# 'Nother electric car battery.....



## mightybooboo (Feb 10, 2004)

Can be recharged in 10 minutes!

-----------------------------------------------------------------
Altairnano's NanoSafe battery packs allow the Phoenix sport utility truck (SUT) and sport utility vehicle (SUV) to exceed performance specifications for the State of California Type III Zero Emissions Vehicle. Altairnano provides nano-Titanate based batteries that are used in two battery pack configurations: a 35 KWh and a 70 KWh NanoSafe pack. The 35 and 70 KWh NanoSafe packs provide sufficient power and energy for a fleet vehicle to travel up to 130 or 250 miles, respectively, with a top speed of over 100 mph. Both NanoSafe battery packs can be recharged in less than 10 minutes using an industrial 480 volt battery charging platform. The NanoSafe battery packs can also be charged over longer periods of time when using typical 120 or 240 volt power sources. An on-board charger is standard equipment for both the Phoenix SUT and SUV vehicles.
-------------------------------------------------------------------

Nice to see folks still working on this.

Some links,this is a video explaining the battery
http://www.popularmechanics.com/automotive/new_cars/4201003.html

This is the vehicle manufacturer and the links too.....
http://www.phoenixmotorcars.com/

Pics of truck and SUV models
http://news.com.com/2300-11389_3-6139442-1.html?tag=ne.gall.pg
-----------------------------------------------------------------
And yes,I bet this experimental low volume tech is expensive.Duh.
It does point out things are still moving in R+D.
Good looking truck too.


BooBoo :gromit:


----------



## mightybooboo (Feb 10, 2004)

An Electric TRUCK no less.400 ft/lbs torque from ZERO mph.
-------------------------------------------------------
Driving Electric

GELLERMAN: When General Motors, Toyota, and Ford decided to pull the plug on their electric vehicles, it seemed to toll a death knell for cars powered by batteries.But there's still a charge left in the fledgling technology. Today, there are a number of small startups trying to resurrect the electric vehicle, though most of the models are just for city-driving or very expensive. But as Living on Earth's Ingrid Lobet reports, there is one car company, called Phoenix Motorcars, that is rising above the others, with plans to sell long-range, relatively affordable electric vehicles - in the coming year a pickup truck, and an SUV in 2008.

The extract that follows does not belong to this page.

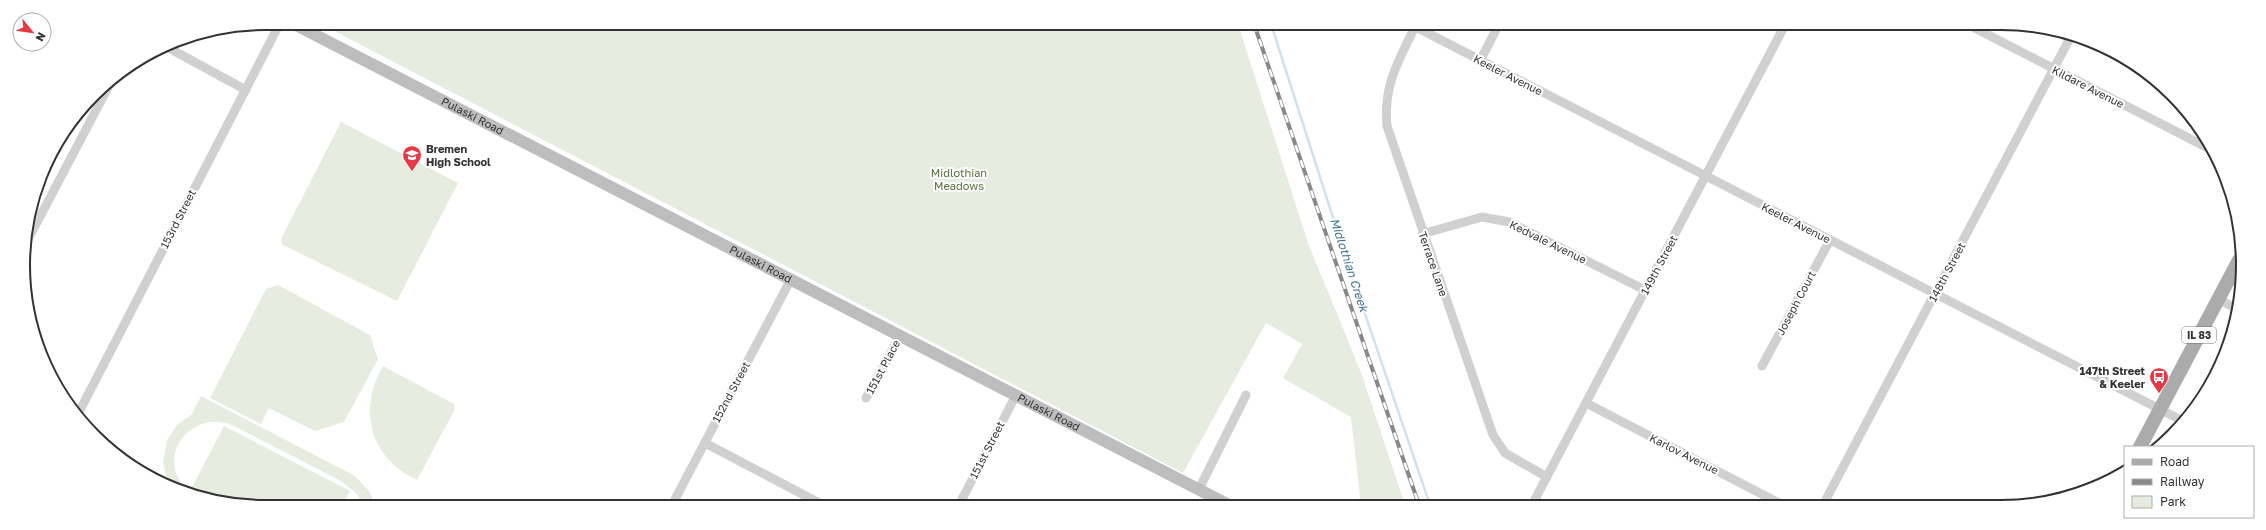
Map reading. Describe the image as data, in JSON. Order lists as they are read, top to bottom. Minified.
{"streets":{"main road":["Pulaski Road","IL 83"],"street":["Keeler Avenue","Kildare Avenue","153rd Street","Kedvale Avenue","Terrace Lane","149th Street","148th Street","Joseph Court","151st Place","152nd Street","151st Street","Karlov Avenue"]},"crossings":[["Keeler Avenue","149th Street"],["Keeler Avenue","148th Street"],["Keeler Avenue","Joseph Court"],["Keeler Avenue","IL 83"],["Kildare Avenue","148th Street"],["Pulaski Road","151st Place"],["Pulaski Road","152nd Street"],["Pulaski Road","151st Street"],["Kedvale Avenue","Terrace Lane"],["Kedvale Avenue","149th Street"],["Terrace Lane","149th Street"],["149th Street","Karlov Avenue"]],"water":["Midlothian Creek"],"parks":["Midlothian Meadows"],"places":{"school or university":["Bremen High School"],"bus stop":["147th Street & Keeler"]},"legend":["Road","Railway","Park"],"north":"bottom right"}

LOBET: In a building on the outskirts of Los Angeles, engineers test and tweak Phoenix Motorcars' first run of electric sports utility trucks. Salesman Brian Bliss points out the ****** headlights framing a V-shaped black grill.


BLISS: It is similar in size to like a Chevy Colorado, so this is a true mid-size truck vehicle, very roomy. It's a little more round and edgier, much more futuristic-looking, than a lot of boxy trucks have been historically. And the interest with the looks and the capability has just been astronomical.

LOBET: Most electric cars - though not all - have been small, like pumped up golf carts, or sporty two-seaters, but both Phoenix models can fit 5 passengers plus cargo.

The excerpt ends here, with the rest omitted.